### WHAT IS EXPECTED
What you return must be an exact copy of the lines in the listing below between the line holding "579px,1449px 603px,1433px 644px,1433px" and the line holding "630px,1462px 654px,1443px 703px,1443px", inclusive, and nothing more.

### EXTRACTED RECORDS
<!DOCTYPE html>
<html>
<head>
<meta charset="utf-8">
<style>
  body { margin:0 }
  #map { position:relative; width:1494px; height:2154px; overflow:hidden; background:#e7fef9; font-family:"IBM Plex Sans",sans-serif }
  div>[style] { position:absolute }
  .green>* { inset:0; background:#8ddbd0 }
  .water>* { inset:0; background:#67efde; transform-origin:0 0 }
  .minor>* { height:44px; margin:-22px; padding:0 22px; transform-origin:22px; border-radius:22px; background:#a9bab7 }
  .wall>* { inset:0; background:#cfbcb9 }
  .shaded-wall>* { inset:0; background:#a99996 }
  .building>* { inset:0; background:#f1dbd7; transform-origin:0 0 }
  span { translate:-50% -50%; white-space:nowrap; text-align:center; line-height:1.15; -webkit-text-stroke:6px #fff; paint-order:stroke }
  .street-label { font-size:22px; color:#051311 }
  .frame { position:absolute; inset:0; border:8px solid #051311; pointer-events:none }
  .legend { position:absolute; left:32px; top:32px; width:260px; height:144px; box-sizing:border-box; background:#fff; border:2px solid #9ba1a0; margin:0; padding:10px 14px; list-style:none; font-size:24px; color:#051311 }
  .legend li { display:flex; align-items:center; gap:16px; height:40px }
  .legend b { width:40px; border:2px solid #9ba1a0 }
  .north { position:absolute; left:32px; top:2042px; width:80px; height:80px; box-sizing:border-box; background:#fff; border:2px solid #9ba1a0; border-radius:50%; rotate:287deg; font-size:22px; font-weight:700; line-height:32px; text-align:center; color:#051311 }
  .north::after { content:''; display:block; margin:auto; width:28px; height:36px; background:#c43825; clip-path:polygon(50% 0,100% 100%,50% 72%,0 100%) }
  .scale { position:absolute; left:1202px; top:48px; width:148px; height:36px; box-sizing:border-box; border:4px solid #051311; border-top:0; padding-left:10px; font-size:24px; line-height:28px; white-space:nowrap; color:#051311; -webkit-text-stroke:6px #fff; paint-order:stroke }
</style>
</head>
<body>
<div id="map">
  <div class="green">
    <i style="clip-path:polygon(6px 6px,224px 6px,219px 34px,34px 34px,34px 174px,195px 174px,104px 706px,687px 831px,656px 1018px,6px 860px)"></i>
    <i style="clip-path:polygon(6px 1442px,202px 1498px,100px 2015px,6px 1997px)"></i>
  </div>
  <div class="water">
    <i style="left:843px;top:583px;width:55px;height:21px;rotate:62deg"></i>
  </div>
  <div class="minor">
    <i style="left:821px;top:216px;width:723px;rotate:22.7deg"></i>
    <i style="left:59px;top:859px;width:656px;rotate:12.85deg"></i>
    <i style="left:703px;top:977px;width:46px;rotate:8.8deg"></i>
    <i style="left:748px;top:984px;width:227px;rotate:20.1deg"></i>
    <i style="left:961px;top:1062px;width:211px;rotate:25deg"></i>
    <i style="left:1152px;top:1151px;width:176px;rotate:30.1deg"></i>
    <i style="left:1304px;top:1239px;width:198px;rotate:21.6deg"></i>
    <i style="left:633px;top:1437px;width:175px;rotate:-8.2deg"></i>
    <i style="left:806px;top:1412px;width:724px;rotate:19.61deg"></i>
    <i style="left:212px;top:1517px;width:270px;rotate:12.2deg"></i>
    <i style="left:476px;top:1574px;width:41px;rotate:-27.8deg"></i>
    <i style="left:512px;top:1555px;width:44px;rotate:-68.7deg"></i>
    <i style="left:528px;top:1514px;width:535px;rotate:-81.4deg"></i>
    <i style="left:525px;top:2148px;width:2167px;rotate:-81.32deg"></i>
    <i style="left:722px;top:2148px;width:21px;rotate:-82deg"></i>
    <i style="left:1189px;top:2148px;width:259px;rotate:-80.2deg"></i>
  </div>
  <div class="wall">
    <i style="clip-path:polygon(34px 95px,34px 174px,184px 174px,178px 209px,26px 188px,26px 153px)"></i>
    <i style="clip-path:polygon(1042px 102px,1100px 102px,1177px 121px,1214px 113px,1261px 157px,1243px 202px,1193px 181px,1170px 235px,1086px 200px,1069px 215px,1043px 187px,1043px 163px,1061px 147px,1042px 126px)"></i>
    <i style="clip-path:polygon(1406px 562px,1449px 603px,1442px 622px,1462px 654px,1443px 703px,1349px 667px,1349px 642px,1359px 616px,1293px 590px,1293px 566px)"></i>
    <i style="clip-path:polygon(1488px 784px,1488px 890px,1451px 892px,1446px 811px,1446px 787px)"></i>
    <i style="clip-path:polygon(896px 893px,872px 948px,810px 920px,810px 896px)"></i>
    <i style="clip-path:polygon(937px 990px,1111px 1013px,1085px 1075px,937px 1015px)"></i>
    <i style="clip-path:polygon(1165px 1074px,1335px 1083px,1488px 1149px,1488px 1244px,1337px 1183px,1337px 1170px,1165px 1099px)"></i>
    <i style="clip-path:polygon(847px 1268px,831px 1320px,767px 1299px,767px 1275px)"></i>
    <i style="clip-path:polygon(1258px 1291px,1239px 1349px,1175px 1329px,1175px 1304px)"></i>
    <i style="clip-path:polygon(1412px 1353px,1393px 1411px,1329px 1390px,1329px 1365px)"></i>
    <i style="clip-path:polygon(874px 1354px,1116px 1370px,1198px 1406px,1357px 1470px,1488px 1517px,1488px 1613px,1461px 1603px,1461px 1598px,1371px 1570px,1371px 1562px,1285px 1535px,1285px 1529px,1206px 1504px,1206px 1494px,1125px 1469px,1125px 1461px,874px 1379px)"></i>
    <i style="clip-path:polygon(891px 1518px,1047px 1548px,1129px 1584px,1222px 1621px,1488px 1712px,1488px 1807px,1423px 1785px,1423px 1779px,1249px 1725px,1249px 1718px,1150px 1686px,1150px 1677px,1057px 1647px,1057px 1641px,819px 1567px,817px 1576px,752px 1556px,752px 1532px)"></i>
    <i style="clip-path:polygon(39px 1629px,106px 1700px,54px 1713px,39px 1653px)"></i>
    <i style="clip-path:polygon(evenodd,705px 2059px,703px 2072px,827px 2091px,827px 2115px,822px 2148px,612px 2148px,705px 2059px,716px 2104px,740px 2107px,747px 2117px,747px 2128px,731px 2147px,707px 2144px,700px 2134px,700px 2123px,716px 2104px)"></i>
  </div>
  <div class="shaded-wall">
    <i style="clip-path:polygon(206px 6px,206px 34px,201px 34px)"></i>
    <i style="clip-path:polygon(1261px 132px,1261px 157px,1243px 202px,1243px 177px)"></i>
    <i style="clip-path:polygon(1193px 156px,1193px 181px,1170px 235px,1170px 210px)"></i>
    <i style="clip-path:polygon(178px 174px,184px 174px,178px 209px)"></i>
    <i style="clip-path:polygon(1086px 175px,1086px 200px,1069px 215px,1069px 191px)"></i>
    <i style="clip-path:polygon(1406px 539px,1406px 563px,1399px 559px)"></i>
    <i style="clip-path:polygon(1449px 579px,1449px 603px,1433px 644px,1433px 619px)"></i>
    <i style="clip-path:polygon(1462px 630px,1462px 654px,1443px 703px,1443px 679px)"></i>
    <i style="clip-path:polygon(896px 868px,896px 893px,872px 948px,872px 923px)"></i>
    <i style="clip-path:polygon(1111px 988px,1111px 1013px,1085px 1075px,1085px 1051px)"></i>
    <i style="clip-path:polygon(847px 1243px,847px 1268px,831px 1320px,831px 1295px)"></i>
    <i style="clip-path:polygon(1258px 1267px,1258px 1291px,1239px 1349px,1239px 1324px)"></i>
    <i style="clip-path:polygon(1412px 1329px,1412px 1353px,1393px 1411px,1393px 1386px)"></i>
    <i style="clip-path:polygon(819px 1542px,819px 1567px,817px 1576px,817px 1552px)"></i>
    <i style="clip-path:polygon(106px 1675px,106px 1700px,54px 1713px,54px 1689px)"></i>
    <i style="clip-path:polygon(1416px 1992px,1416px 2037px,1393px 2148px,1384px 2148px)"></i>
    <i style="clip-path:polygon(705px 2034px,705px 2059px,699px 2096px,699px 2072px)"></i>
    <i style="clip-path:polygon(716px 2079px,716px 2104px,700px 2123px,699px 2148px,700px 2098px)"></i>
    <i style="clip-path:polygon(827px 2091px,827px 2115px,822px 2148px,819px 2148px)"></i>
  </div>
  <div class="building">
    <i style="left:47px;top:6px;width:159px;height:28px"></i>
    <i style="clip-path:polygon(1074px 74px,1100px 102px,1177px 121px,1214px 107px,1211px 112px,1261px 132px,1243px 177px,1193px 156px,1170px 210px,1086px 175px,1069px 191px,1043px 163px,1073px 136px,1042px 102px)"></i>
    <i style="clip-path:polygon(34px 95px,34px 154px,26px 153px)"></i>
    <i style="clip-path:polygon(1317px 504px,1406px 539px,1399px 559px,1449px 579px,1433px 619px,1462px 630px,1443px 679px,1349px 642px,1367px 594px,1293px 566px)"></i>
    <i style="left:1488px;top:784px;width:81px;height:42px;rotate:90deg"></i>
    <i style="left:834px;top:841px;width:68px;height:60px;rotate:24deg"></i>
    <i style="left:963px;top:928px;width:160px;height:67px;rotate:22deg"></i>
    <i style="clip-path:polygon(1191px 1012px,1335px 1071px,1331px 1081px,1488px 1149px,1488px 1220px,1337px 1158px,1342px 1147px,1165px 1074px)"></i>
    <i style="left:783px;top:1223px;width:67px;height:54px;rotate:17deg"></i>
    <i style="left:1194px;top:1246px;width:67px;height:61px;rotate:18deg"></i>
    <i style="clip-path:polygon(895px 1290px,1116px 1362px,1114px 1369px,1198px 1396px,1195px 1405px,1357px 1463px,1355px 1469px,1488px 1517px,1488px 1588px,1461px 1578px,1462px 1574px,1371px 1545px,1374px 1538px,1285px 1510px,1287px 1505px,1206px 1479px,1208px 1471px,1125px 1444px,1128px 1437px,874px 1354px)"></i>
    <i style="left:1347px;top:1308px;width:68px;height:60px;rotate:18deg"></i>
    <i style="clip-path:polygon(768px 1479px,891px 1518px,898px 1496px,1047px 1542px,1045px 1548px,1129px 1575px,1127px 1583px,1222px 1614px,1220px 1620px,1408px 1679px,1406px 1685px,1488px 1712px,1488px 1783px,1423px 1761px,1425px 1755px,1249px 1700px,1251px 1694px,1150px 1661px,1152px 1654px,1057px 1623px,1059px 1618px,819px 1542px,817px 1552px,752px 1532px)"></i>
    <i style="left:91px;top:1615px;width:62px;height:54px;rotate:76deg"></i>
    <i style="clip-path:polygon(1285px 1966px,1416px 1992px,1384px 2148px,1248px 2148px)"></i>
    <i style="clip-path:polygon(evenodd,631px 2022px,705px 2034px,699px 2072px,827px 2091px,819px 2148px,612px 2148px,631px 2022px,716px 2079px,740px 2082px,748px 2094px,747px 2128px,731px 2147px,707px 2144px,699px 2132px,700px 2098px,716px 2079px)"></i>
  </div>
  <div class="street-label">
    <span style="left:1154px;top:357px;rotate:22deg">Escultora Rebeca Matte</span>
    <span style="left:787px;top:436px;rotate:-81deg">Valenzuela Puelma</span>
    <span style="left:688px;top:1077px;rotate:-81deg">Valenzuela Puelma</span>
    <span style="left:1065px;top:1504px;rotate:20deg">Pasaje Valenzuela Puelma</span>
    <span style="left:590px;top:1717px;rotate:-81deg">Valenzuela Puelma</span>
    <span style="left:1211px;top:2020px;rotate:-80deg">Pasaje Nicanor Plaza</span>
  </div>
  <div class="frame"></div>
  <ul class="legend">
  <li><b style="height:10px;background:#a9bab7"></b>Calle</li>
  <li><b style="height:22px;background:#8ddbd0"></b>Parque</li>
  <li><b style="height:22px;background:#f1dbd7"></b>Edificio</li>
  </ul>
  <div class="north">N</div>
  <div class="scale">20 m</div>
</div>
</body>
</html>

### WRITTEN ANSWER
    <i style="clip-path:polygon(1449px 579px,1449px 603px,1433px 644px,1433px 619px)"></i>
    <i style="clip-path:polygon(1462px 630px,1462px 654px,1443px 703px,1443px 679px)"></i>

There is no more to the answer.